Legba lay down and I outlined him, not with curves following the body but with very basic, simple, straight lines. That's how it was really done then though I don't remember how I know that. Then we drew a couple of lines with arrowheads converging toward a point on the stairs about 10 meters away. Using a syringe, I set some "blood" at the chest with a little spatter on the wall, some coming from the mouth outside the chalk line, and a little smear "under" one of the hands. Next to the shoulder I drew a box and added a few cryptic letters and numbers, something like "H234/3 C37 AB3L". Or something like that.

Then I went to the merge point on the stairs and dropped a few coins on the ground. While Legba was doing his best to tie off the scene with the tape (strategically moving a rubbish bin to get a tie point) I drew circles around three of the coins, numbered them and then picked up my change. This showed where the casings had fallen. It was dark, we had our full scene completed and we headed to the watering hole laughing our asses off. It had taken us only five minutes to set up.
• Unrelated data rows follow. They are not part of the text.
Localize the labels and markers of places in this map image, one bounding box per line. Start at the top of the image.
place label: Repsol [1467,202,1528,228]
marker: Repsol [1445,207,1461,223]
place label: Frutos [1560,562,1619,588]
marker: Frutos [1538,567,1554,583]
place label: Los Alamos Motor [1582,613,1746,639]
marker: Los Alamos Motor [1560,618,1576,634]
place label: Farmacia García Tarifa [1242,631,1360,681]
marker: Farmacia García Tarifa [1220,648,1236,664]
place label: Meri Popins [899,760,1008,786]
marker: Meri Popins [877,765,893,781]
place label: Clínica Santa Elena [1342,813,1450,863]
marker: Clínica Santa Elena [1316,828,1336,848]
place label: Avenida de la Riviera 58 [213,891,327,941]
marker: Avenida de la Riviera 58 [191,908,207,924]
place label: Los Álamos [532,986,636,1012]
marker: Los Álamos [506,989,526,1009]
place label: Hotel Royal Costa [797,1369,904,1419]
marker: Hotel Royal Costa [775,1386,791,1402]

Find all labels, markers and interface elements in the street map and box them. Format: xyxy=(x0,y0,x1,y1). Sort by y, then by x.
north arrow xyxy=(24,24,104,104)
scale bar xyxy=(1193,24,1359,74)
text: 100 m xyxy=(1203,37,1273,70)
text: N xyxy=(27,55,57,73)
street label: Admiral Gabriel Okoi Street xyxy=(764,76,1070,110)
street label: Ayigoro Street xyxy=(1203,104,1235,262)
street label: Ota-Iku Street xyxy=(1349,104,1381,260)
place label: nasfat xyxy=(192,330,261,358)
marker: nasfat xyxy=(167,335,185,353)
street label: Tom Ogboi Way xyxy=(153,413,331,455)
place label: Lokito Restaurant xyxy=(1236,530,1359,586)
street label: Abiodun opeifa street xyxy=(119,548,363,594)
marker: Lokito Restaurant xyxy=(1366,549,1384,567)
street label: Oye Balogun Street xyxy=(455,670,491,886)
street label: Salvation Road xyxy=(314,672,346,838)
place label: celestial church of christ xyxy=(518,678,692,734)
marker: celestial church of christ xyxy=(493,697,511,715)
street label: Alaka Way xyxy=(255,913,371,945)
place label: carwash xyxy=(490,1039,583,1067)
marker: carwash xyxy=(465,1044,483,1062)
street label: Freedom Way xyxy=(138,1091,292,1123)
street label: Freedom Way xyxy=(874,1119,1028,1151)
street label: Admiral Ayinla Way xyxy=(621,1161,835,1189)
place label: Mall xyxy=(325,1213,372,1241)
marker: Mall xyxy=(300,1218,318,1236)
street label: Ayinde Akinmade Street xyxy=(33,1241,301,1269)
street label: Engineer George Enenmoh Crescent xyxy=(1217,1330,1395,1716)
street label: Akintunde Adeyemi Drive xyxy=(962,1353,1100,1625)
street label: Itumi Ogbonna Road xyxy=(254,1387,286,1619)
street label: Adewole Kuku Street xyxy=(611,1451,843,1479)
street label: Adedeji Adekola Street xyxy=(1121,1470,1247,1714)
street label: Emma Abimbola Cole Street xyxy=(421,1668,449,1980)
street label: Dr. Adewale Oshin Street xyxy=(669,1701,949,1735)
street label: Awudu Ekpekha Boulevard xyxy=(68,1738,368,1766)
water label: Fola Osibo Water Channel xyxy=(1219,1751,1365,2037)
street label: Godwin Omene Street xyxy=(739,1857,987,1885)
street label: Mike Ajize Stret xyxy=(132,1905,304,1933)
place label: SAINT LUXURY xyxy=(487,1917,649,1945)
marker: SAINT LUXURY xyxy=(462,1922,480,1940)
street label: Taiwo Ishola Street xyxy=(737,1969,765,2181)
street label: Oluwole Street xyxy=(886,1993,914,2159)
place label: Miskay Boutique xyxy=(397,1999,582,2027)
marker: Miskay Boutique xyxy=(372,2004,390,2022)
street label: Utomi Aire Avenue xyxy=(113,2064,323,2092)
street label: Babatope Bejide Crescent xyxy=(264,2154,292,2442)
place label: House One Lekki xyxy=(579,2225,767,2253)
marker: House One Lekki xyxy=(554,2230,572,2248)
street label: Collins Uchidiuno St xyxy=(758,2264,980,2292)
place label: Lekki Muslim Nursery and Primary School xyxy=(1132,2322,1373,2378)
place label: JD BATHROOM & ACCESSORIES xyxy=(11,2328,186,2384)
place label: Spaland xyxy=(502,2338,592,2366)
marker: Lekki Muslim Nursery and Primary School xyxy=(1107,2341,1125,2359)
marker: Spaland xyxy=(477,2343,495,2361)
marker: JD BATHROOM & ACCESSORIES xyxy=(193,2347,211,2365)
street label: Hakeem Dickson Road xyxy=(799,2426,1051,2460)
I was at the school around 7:45 the next morning and as I got to the bridge, I saw a couple maintenance guys jabbering into their radios and finally beginning to remove our scene. While I was a bit sad that it was disappearing so quickly, it had been seen. Rumours were flying around and the 37000-student campus was abuzz by mid-day. People at the paper were asking each other if anyone knew anything. Campus Security was refusing to comment. I spent the day trying not to laugh and was only mildly successful at it.

Legba and I were hysterical that night as we drank Rolling Rock and watched Rockford Files. Working in the game room where a couple of the kampus kops hung out, he'd heard them talking to each other. It turned out that the the cryptic stuff I wrote just happened to match the standard homicide notation! The first line was "Homicide, day 234 / shift 3". The C37 also matched "jurisdiction, ordinal number". Oops.

The campus police were mad because they figured the city cops had stepped on their jurisdiction yet again without telling them. The city cops kept saying there was no incident and were annoyed by the stupid questions. The morgue said no bodies came in. But the funniest bit of all were the people who talked about how some friend of a friend was a witness on the same day!

It's hard to drink when you're laughing so hard, even out of a longneck bottle.

Did I mention it was Freshmen Orientation that week? Yep, bunches of high school kiddies and their parents were touring the campus. Heh heh heh...

It took a few weeks for all the talk of the "murder" to die down, but the "blood" stains were there on the bridge for a year. Some two years later Legba was in ourn local and some chick who had been Student Government president at the time was telling her friends all about the murder scene she'd seen on her way home after working late at the uni. She saw it and legged it, screaming at the top of her lungs and running as fast as possible back to the sorority house. Legba overheard, broke out in laughter and 'fessed up. She damned near handed his head to him.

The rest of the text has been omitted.